Modern warfare is no longer confined to land, sea, or air. It now extends deeply into digital infrastructure and financial systems, where data centres, cloud networks, and currencies have become strategic targets.

The ongoing Iran-linked operations in the Gulf particularly against data centres in the UAE and Bahrain mark a turning point in how wars are fought and felt by civilians and economies alike. Traditionally, critical infrastructure meant oil refineries, bridges, and power grids. Today, data centres are the new strategic assets.

In March 2026, Iranian-linked strikes targeted multiple Amazon Web Services (AWS) data centres in the UAE and Bahrain, damaging facilities and disrupting cloud services across the region. These were not symbolic attacks they were precision strikes on the backbone of the digital economy. Two AWS facilities in the UAE and one in Bahrain were hit, causing power failures, fire suppression activation, and structural damage. Dozens of cloud services went offline, affecting banking, ride-hailing, and enterprise systems. Experts suggest the strikes were intended to disrupt economic activity, signal the vulnerability of Western tech ecosystems, and potentially degrade AI and military-supporting infrastructure.

The impact of these strikes was immediate and civilian-facing. Millions of users in cities like Dubai and Abu Dhabi experienced payment system outages, banking access failures, and disruptions to ride-hailing and food delivery services. Even partial outages in hyperscale cloud environments can cascade globally due to interdependence.

AWS had to reroute workloads and advise clients to back up data outside the region. More recently, Iran’s Revolutionary Guards also claimed targeting a cloud computing centre in Bahrain, reinforcing the trend of digital infrastructure becoming a deliberate war objective. This demonstrates a convergence of physical strikes, such as missiles and drones, with cyber operations including hacking, surveillance, and data destruction.

Iranian-linked cyber groups have hacked surveillance systems, conducted thousands of cyberattacks, and targeted companies and infrastructure beyond immediate warzones. This hybrid warfare model is designed to create psychological pressure, disrupt command and control systems, and undermine public trust in digital reliability.

The implications for currencies especially digital are profound. Cloud outages directly impact core banking systems, payment gateways, and fintech platforms, as seen in the Gulf attacks, where even short disruptions halted entire urban economies. Digital currencies, including central bank digital currencies (CBDCs) and cryptocurrencies, rely on continuous connectivity, distributed computing, and secure data integrity. War introduces vulnerabilities through node disruption, exchange outages, or state intervention, which can freeze liquidity and compromise transaction finality.

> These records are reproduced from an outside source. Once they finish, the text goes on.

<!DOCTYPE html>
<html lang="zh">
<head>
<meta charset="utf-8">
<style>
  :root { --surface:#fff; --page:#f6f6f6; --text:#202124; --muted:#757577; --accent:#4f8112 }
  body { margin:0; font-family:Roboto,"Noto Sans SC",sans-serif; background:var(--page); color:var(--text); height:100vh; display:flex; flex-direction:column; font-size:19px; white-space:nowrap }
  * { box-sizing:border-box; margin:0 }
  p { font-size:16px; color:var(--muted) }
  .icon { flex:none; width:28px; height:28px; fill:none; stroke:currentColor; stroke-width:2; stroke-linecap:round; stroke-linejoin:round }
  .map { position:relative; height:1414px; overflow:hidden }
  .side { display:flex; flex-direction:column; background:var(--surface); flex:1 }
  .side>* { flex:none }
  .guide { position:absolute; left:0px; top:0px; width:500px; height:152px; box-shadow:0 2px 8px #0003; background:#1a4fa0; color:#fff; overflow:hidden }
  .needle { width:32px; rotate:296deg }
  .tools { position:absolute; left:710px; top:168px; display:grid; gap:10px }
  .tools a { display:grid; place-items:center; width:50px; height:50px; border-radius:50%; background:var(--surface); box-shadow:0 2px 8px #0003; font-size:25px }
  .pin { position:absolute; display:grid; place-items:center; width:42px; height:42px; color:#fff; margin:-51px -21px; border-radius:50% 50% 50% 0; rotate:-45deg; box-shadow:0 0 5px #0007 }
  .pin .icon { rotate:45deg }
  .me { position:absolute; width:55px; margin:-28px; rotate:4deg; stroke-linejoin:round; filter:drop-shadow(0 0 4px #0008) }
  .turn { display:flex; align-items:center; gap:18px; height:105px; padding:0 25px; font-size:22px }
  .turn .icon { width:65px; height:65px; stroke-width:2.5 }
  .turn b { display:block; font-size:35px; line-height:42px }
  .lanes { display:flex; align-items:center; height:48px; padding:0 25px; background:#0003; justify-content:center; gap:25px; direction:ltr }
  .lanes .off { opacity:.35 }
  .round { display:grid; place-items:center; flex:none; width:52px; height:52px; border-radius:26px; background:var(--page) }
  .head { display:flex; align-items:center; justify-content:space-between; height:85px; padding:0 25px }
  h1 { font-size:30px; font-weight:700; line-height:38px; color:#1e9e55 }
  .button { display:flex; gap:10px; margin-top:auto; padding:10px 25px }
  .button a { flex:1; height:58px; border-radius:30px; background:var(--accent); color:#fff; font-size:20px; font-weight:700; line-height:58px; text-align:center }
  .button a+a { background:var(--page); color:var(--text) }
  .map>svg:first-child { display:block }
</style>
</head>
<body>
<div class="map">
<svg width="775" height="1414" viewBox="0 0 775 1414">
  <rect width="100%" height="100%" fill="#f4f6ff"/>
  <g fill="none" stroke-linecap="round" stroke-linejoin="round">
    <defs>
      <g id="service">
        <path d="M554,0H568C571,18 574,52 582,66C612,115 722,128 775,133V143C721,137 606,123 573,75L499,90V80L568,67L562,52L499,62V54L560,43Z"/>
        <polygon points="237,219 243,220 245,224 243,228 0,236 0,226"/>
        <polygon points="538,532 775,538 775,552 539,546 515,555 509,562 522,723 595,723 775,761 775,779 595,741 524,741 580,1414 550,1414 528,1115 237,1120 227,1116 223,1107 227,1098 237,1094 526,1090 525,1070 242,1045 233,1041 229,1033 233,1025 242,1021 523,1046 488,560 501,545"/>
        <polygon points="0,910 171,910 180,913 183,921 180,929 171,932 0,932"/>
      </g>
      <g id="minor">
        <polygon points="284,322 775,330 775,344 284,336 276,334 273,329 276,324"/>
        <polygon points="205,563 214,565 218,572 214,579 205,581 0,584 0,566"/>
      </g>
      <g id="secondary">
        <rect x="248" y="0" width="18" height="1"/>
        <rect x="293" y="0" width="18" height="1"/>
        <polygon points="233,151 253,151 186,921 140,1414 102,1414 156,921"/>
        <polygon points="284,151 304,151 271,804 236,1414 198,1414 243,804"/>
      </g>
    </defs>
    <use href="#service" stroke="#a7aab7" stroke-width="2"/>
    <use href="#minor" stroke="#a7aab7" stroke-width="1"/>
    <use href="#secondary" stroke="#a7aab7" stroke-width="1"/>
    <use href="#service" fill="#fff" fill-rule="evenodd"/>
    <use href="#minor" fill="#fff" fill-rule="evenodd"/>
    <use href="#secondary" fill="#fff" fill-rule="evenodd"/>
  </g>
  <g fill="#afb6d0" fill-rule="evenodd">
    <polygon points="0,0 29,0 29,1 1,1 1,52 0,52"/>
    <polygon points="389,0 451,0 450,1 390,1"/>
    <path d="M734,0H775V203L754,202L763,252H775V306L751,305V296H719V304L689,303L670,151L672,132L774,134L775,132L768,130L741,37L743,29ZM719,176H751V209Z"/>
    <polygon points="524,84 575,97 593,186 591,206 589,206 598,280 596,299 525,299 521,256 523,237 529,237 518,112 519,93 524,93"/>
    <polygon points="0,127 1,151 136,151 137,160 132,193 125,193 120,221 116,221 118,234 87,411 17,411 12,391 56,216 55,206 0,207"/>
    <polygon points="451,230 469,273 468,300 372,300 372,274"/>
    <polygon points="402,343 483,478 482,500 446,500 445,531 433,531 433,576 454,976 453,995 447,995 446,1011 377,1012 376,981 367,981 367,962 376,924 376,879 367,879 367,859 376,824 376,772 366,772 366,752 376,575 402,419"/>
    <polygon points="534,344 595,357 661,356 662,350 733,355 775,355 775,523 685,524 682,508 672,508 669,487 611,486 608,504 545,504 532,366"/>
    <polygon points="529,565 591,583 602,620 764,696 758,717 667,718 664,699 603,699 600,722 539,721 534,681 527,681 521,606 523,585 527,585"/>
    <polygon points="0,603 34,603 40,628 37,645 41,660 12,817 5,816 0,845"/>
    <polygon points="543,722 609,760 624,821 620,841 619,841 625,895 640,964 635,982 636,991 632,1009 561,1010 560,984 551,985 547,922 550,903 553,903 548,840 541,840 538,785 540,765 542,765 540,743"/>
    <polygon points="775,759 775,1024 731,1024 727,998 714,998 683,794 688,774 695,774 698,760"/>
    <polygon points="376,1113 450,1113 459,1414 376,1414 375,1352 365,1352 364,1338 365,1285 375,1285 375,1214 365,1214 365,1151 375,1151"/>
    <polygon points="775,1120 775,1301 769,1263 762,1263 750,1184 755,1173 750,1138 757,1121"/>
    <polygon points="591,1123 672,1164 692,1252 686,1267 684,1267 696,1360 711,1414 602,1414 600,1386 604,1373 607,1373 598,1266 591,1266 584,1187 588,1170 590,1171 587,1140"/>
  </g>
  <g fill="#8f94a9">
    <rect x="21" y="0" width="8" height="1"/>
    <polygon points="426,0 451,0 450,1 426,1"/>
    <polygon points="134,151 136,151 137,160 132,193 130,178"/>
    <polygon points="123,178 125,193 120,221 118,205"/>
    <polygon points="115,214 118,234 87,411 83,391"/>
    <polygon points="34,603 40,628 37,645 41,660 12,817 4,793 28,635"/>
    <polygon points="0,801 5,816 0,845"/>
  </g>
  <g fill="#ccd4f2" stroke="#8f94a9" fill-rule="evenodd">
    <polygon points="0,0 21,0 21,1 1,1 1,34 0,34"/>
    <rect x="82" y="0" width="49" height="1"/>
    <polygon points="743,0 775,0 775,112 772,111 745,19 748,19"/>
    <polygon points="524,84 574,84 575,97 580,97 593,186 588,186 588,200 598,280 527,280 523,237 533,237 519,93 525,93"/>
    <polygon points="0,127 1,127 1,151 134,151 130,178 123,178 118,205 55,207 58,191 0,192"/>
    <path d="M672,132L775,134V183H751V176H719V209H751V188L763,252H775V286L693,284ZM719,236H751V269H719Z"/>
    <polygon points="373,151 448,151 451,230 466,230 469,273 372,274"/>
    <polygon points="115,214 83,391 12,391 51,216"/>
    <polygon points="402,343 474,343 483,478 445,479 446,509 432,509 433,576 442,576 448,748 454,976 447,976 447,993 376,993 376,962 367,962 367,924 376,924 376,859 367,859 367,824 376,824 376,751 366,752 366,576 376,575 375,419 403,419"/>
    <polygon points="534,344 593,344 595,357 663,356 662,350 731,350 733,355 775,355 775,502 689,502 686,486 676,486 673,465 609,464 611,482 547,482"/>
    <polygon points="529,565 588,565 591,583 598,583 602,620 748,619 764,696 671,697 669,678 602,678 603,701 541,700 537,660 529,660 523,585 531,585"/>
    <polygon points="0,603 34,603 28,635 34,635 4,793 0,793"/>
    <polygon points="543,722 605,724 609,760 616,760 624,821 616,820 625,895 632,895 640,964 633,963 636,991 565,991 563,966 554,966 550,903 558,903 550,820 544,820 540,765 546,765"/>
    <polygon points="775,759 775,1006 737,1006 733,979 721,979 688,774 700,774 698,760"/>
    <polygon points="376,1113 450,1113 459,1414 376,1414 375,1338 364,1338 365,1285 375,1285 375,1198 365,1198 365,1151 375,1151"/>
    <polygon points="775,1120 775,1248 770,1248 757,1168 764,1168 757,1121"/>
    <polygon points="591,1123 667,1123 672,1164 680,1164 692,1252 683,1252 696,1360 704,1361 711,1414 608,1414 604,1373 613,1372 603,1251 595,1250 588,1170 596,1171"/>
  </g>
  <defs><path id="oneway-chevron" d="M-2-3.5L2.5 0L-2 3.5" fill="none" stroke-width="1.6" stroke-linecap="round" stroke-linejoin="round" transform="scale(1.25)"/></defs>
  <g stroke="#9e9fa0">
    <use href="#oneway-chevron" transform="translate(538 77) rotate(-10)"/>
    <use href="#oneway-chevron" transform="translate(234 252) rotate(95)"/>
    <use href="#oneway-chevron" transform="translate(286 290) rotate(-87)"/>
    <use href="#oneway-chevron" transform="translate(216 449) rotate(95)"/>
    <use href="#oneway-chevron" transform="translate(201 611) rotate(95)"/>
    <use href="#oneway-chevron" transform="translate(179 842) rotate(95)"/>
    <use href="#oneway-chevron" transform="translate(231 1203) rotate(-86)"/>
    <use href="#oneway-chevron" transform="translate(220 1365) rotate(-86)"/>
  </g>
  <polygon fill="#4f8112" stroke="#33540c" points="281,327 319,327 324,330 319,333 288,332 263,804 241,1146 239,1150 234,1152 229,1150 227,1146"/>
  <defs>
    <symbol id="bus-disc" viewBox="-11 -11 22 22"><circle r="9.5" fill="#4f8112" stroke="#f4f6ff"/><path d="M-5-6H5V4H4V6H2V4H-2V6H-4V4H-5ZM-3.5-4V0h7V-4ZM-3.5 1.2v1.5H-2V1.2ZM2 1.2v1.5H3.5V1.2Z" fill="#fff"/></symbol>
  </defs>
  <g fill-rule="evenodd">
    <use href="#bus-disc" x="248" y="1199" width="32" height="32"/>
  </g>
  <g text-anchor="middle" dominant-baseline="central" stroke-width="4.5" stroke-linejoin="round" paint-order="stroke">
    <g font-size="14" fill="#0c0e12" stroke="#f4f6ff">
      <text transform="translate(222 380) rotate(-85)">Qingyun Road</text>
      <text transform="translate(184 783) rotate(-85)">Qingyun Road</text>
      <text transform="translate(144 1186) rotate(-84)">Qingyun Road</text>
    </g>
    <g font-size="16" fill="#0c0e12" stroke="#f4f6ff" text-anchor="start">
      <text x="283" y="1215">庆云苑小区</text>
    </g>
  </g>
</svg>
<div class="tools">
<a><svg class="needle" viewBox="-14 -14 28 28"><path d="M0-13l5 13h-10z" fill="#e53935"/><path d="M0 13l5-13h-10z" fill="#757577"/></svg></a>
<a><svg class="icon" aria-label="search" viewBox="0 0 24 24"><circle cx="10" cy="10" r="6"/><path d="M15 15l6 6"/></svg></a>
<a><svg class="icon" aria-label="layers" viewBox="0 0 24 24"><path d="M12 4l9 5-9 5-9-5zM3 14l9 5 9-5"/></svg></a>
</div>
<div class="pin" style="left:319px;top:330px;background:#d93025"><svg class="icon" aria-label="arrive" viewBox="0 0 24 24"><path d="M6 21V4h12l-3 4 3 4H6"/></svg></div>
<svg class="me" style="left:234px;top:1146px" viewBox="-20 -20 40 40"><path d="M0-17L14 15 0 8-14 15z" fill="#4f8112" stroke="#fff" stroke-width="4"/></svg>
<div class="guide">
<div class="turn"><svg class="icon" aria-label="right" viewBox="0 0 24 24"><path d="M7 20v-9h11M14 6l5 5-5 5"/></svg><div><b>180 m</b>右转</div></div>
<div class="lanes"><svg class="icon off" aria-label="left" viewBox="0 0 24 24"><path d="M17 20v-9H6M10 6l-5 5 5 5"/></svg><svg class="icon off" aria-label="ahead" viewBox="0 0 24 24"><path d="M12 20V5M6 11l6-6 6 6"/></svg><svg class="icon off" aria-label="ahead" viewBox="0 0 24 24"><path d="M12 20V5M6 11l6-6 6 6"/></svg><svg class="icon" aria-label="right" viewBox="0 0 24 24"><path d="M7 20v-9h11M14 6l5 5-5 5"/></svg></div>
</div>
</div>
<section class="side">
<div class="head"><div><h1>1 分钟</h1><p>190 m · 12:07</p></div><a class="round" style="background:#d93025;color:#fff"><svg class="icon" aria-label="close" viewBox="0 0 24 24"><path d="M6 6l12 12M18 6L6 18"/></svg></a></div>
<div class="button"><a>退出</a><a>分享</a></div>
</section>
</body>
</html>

Conflict-driven digital disruption also drives flight to hard assets like gold or USD, declines confidence in local digital payment systems, and increases reliance on offline or cash-based methods.

The attacks reinforce a critical reality: if oil infrastructure defined 20th-century warfare, data infrastructure defines the 21st century. data centres power AI systems, store financial transactions, and enable military and intelligence analytics, making their destruction capable of creating economic paralysis without direct military confrontation.

Globally, this trend may drive the reclassification of data centres as critical infrastructure, the construction of geo-redundant and sovereign cloud regions, underground or hardened facilities, and new legal frameworks to protect dual-use civilian and military digital assets. The Iran-linked strikes on UAE and Bahrain data centres mark a historic inflection point, showing that war is no longer just about territory it is about disrupting data flows, crippling digital economies, and undermining financial systems without firing at banks.

As digital infrastructure becomes central to national power, future conflicts will increasingly target cloud providers, AI compute hubs, financial networks, and digital currencies. The battlefield has expanded, and today it runs through servers, fiber cables, and financial ledgers.